At its core, Frankenstein is a deeply romantic film—though the romance it explores is often tainted by, if not rooted in, toxicity, trauma, and cycles of abuse. Across its two-hour-and-twenty-nine-minute runtime, nearly every dynamic is poisoned by ambition, cruelty, or generational damage: from Victor and Herr Harlander’s scientific avarice to three generations of Frankensteins caught in a repeating loop of emotional and physical trauma to the Creature and Elizabeth, two imprisoned creatures who become collateral damage in their world shaped by brutality, jealousy and violence.


Monster Romances, Why We Love Them

And yet, amid the wreckage, del Toro locates something incandescent. There are moments of romance so pure—and so monstrous—that it hardly surprises how quickly this film has revived a distinctly Tumblr-coded online fervor. The fleeting, devastating connection between Elizabeth Harlander and the Creature has the makings of a textbook monster romance, and very good makings at that. Their meeting in the dank basement where the Creature is imprisoned by his creator-father, Victor, is haunting and sweet. Where Victor sees only a failed experiment and others see a mindless monster, Elizabeth sees the truth of him—his loneliness, his vulnerability, his pain. Her question, “Who hurt you?” becomes the film’s emotional compass.


It’s no wonder their dynamic has already taken hold across social media (I see you, Tumblr and Archive of our Own). Del Toro, no stranger to monster romances, revisits familiar territory but infuses it with thematic urgency—meditations on choice, empathy, and the longing to be seen. The film’s core thesis on love emerges in Elizabeth’s words: “Choice is the seat of the soul. The one gift God granted us.” She and the Creature choose to see and treat one another with a gentleness and humanity that stands out starkly against most other relationships in the film. Her final confession—“My place was never in this world. I sought something I could not name, but in you I found it…. That is the lifespan of love…. Better this way to fade with your eyes gazing upon me”—lands as one of the film’s most wrenching moments.



The Monster Question: Born or Made?


As in Mary Shelley’s novel, the film continually returns to one question: What makes a monster? Perspective, del Toro reminds us, is everything. The Creature’s introduction positions him as an archetypal horror figure: unkillable, relentless, a nightmare stalking a freezing ship’s crew. But through Victor’s unreliable narration—“Some is fact, some is not, but it is all true”—the story fractures, revealing that monstrosity is rarely inherent.


Leopold Frankenstein (Charles Dance) embodies one kind of monster: the tyrannical, abusive patriarch who rules through fear. Victor, in turn, becomes a monster shaped in that image. His fevered vision of the Dark Angel is less about the mysteries of life and death than about conquering the first monster he ever knew—his father. 

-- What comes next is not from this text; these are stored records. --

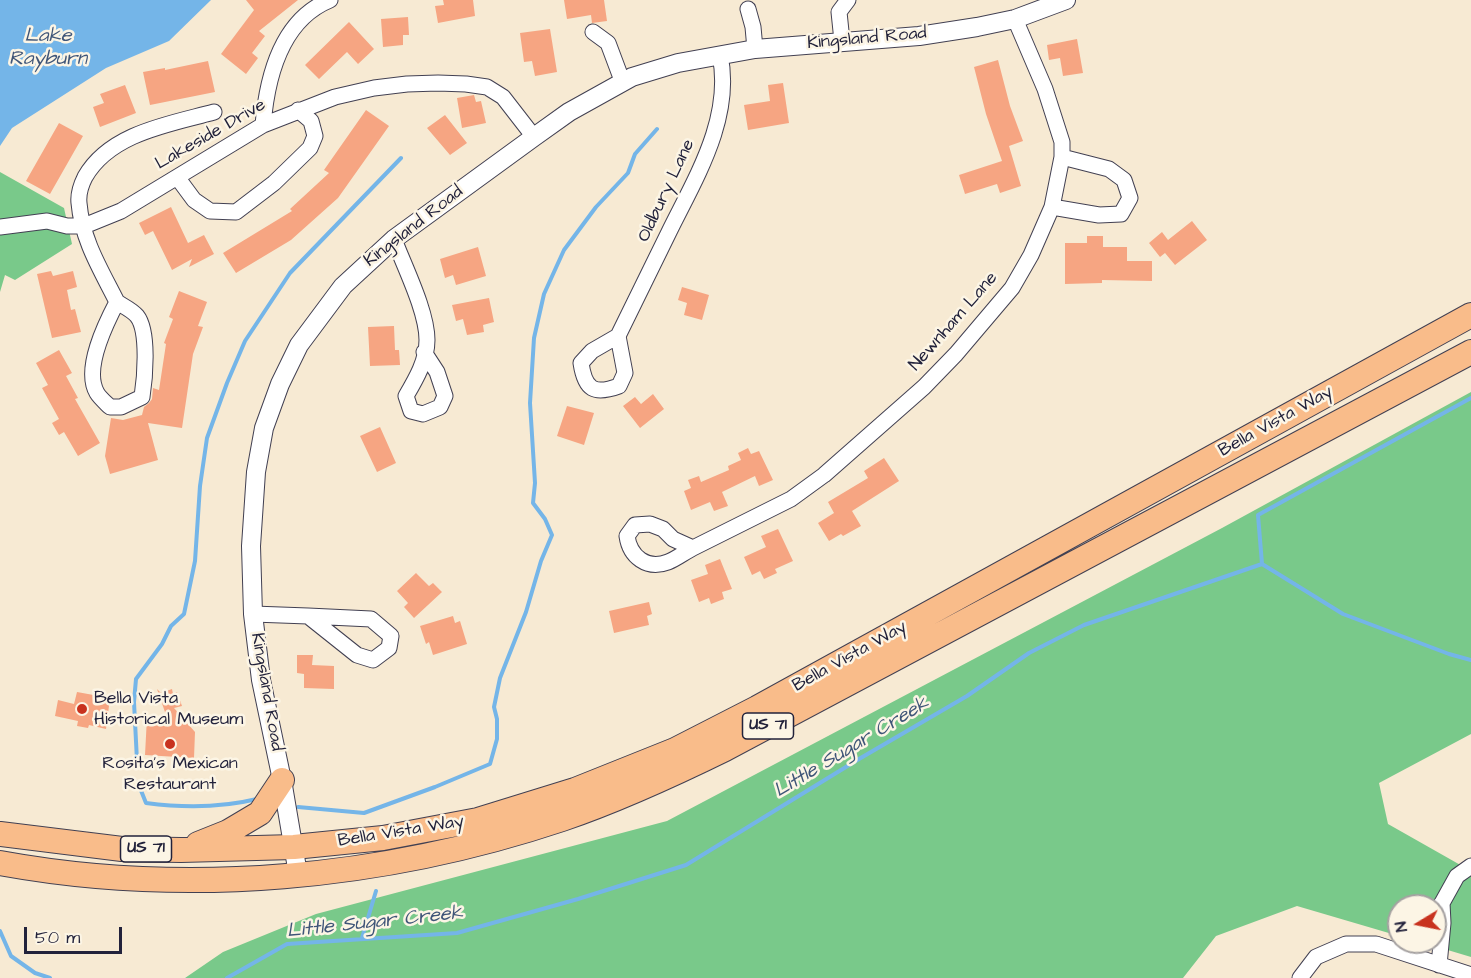 <!DOCTYPE html>
<style>
body{margin:0}
#map{position:relative;width:1471px;height:978px;overflow:hidden;background:#f7ead3;font-family:"Architects Daughter",sans-serif}
canvas{display:block}
.north{position:absolute;left:1387px;top:894px;width:60px;height:60px;box-sizing:border-box;background:#fcf5e5;border:2px solid #a5a1a1;border-radius:50%;rotate:260deg;font-size:16px;font-weight:700;line-height:24px;text-align:center;color:#22223b}
.north::after{content:'';display:block;margin:auto;width:21px;height:27px;background:#c8321e;clip-path:polygon(50% 0,100% 100%,50% 72%,0 100%)}
.scale{position:absolute;left:24px;top:927px;width:98px;height:27px;box-sizing:border-box;border:3px solid #22223b;border-top:0;padding-left:8px;font-size:18px;line-height:21px;white-space:nowrap;color:#22223b;-webkit-text-stroke:4px #fcf5e5;paint-order:stroke}
</style>
<div id="map">
<canvas width="1471" height="978"></canvas>
<div class="north">N</div>
<div class="scale">50 m</div>
</div>
<script>
const g = document.querySelector('canvas').getContext('2d');
g.lineJoin = 'round';
function fill(path, color) {
  g.fillStyle = color;
  g.fill(path, 'evenodd');
}
function stroke(path, color, width, dash) {
  g.strokeStyle = color;
  g.lineWidth = width;
  g.lineCap = dash ? 'butt' : 'round';
  g.setLineDash(dash || []);
  g.stroke(path);
}
function drawText(font, color, halo, rows, align = 'center') {
  g.font = font + ' "Architects Daughter",sans-serif';
  g.lineWidth = 5;
  g.setLineDash([]);
  g.textBaseline = 'middle';
  g.strokeStyle = halo;
  g.fillStyle = color;
  for (const [text, x, y, turn = 0] of rows) {
    g.save();
    g.translate(x, y);
    g.rotate((+turn || 0) * Math.PI / 180);
    g.textAlign = isNaN(turn) ? turn : align;
    if (halo) g.strokeText(text, 0, 0);
    g.fillText(text, 0, 0);
    g.restore();
  }
}
const green = new Path2D(`
 M0,172L64,208L72,244L15,280L5,275L0,292Z
 M1471,392V734L1379,783L1388,824L1471,871V957L1421,942H1435V906H1399V936L1297,906L1216,936L1183,978H185L223,952L316,914L667,821L1222,528Z`);
const water = new Path2D(`
 M0,0H211L169,41L106,68L12,128L0,146Z`);
const stream = new Path2D(`
 M1262,564L1258,515L1471,398
 M137,761L134,702L136,679L162,644L171,626L184,614L195,561L200,486L207,438L227,383L245,341L290,273L401,158
 M138,783L146,803C184,808 220,808 257,799
 M298,807L364,813L435,787L490,764L497,739V719L494,707L500,678L526,612L541,561L552,535L545,519L533,503L535,483L530,403L534,338L544,294L564,250L596,207L628,173L635,154L657,129
 M0,931L11,956L35,973L50,978
 M362,938L376,891
 M227,978L287,944L457,933L578,899L686,865L859,759L967,696L1029,653L1084,625L1262,564L1343,614L1449,654L1471,660`);
const building = new Path2D(`
 M246,0H298L259,31L265,36L252,53L258,58L246,74L221,54L254,10Z
 M443,0H473L475,16L438,23L435,6L444,5Z
 M564,0H604L607,21L592,23L591,15L567,19Z
 M408,17L409,35H403V45L383,47L381,19Z
 M349,22L374,49L358,64L347,52L319,79L305,65Z
 M550,29L557,72L535,76L532,61L524,62L520,33Z
 M1077,39L1083,73L1063,76L1060,58L1049,60L1047,45Z
 M998,60L1010,106L1023,141L1009,146L1021,186L1000,193L997,184L965,194L959,175L1002,161L986,114L974,67Z
 M208,61L215,92L150,105L143,72L165,68V70Z
 M783,83L789,123L748,130L744,105L770,101L768,85Z
 M125,85L136,113L100,127L93,107L104,103L100,94Z
 M474,95L476,102L481,101L486,123L462,128L457,98Z
 M366,110L389,126L338,198L291,240L236,273L223,253L292,211L290,209L329,173L324,170Z
 M445,115L467,143L450,155L427,128Z
 M59,123L83,136L50,194L26,181Z
 M171,207L188,243L204,235L214,254L189,267L192,259L172,270L153,231L145,235L139,223Z
 M1192,221L1207,240L1175,265L1165,253L1160,257L1149,243L1162,232L1168,240Z
 M1087,236H1103V247H1127V261H1152V281L1102,280V283L1065,284V243H1087Z
 M478,247L486,276L456,285L453,275L445,278L440,259Z
 M51,271L53,276L73,271L77,287L67,290L71,310L75,309L81,332L52,338L37,274Z
 M682,287L709,295L702,320L684,315L687,303L678,300Z
 M179,291L207,302L198,326L203,327L193,354L182,428L148,423L158,460L110,474L105,456L111,418L123,420L142,415L144,407L149,403L152,399L153,388L159,390L166,344L164,343L173,319L169,317Z
 M489,298L494,322L483,325L484,332L467,335L463,319L456,321L452,305Z
 M394,326L395,350H399L400,365L370,366L368,327Z
 M59,350L72,373L66,376L78,398L75,399L100,443L78,456L64,432L59,435L52,423L59,419L42,388L48,385L36,363Z
 M653,394L664,409L640,428L623,406L635,397L641,404Z
 M567,406L594,413L584,445L557,436Z
 M380,427L396,463L377,472L360,436Z
 M748,448L751,454L759,451L773,480L759,486L755,476L722,492L728,506L714,511L710,502L691,510L684,491L691,488L688,480L699,476L701,482L729,470L728,466L741,460L738,453Z
 M884,458L899,481L852,511L861,526L843,536L841,534L829,541L818,523L834,513L828,502L868,478L864,471Z
 M778,529L793,561L775,569L777,573L764,579L760,571L752,575L744,557L766,547L761,536Z
 M720,559L732,589L722,592L724,599L711,604L709,598L699,602L691,580L708,574L705,565Z
 M416,573L429,586L433,583L442,592L414,618L404,607L408,603L397,591Z
 M649,602L652,614L647,616L649,625L614,633L609,611Z
 M453,616L455,623L460,621L467,644L433,655L429,642L426,644L420,626Z
 M297,655H313L312,665L334,666V689L304,688V674L297,673Z
 M157,689L161,693L172,689L173,694L177,692L182,706L174,708L195,732L194,758L145,755L147,717L169,718L166,715Z
 M77,692L110,698L106,729L89,725L88,728L77,726L78,721L55,716L58,700L74,704Z`);
const minor = new Path2D(`
 M748,9L753,27L755,49
 M593,32L608,43L623,83
 M842,41L839,12L848,0
 M263,125C267,77 281,20 330,0
 M177,177L194,200L210,211L236,212L274,183L310,148L315,136L311,121L298,110
 M1052,207L1099,215L1121,214L1130,198L1124,180L1109,169L1062,157
 M0,227L47,221L67,226H84L121,211L263,125L335,97L374,88L407,84L438,83L466,84L487,87L503,97L534,137
 M394,239C404,266 427,311 427,340C427,360 416,379 406,396L411,411L423,414L440,407L445,396L437,372L424,352
 M117,302C101,270 82,240 79,203C78,194 81,185 85,177C110,133 170,124 214,112
 M117,302C123,306 132,310 137,316C149,331 145,378 142,397L121,407H110C106,403 100,398 97,393C83,369 106,323 117,302Z
 M618,336L625,373L619,386C594,395 585,390 581,363L592,351L618,336C635,301 652,267 669,232C696,177 733,118 720,55
 M693,548C685,552 676,559 668,562C647,570 630,557 627,536L635,525L650,524L663,529L673,539L693,548L791,499L824,475L924,387L956,354L1012,288L1031,255L1052,207L1062,157V142L1045,89L1015,19
 M253,614L308,616
 M308,616L371,619L391,636L389,648L373,660L357,655Z
 M1436,910L1442,903L1457,876L1471,866
 M1439,965L1443,923L1442,903
 M1300,978L1316,957L1346,944H1376L1471,975`);
const tertiary = new Path2D(`
 M298,874L282,780L261,680L253,614L251,546L256,472L264,428L280,384L299,345L343,286L394,239L534,137L569,112L632,77L678,63L755,49L919,36L977,27L1015,19L1066,0`);
const primary = new Path2D(`
 M0,834L122,849L181,850L294,847L383,838L478,820L575,790L675,750L757,708L1471,315
 M198,844L228,832L260,813L282,780
 M0,863C186,897 383,879 562,819C618,800 672,775 725,749L1471,352`);
const markers = [
 [82,709,6,"#c8321e"],
 [170,744,6,"#c8321e"]
];
const shields = [
 [768,726,51],
 [146,849,51]
];
const shieldNames = [
 ["US 71",768,726],
 ["US 71",146,849]
];
const streetNames = [
 ["Kingsland Road",867,39,-5],
 ["Lakeside Drive",211,135,-30],
 ["Oldbury Lane",667,191,-65],
 ["Kingsland Road",414,227,-38],
 ["Newnham Lane",954,322,-49],
 ["Bella Vista Way",1276,422,-29],
 ["Bella Vista Way",850,657,-29],
 ["Kingsland Road",266,692,80],
 ["Bella Vista Way",401,832,-9]
];
const poiNames = [
 ["Bella Vista",94,699],
 ["Historical Museum",94,720],
 ["Rosita's Mexican",170,764,"center"],
 ["Restaurant",170,785,"center"]
];
const waterNames = [
 ["Lake",48,37],
 ["Rayburn",48,60],
 ["Little Sugar Creek",852,748,-31],
 ["Little Sugar Creek",375,923,-6]
];
fill(green, '#79c98a');
fill(water, '#74b5e8');
stroke(stream, '#74b5e8', 4);
fill(building, '#f6a582');
stroke(minor, '#424052', 17);
stroke(tertiary, '#424052', 20);
stroke(primary, '#424052', 26);
stroke(minor, '#fff', 15);
stroke(tertiary, '#fff', 18);
stroke(primary, '#f9bc8a', 24);
for (const [x, y, r, color] of markers) {
  const dot = new Path2D();
  dot.arc(x, y, r, 0, 2 * Math.PI);
  g.fillStyle = color;
  g.fill(dot);
  stroke(dot, '#fcf5e5', 2);
}
for (const [x, y, w] of shields) {
  const box = new Path2D();
  box.roundRect(x - w / 2, y - 13, w, 26, 4.5);
  g.fillStyle = '#fcf5e5';
  g.fill(box);
  stroke(box, '#22223b', 1.5);
}
drawText('bold 16px', '#22223b', null, shieldNames);
drawText('18px', '#22223b', '#fcf5e5', streetNames);
drawText('18px', '#22223b', '#fcf5e5', poiNames, 'left');
drawText('italic 20px', '#3f5578', '#fcf5e5', waterNames);
</script>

Del Toro visually reinforces Victor’s descent through blood-soaked laboratories that stain even the streets red. Dark, poorly-lit rooms full of dismembered bodies and corpses, often scattered in positions of pain and subjugation.  Those ominous red gloves.  William, the younger Frankenstein, offers one of the more cutting observations that every character soon learns is truth the more time they spend with Victor: “I fear you Victor. I always have. Every… ounce of destruction, it all came from you…. You are the monster.”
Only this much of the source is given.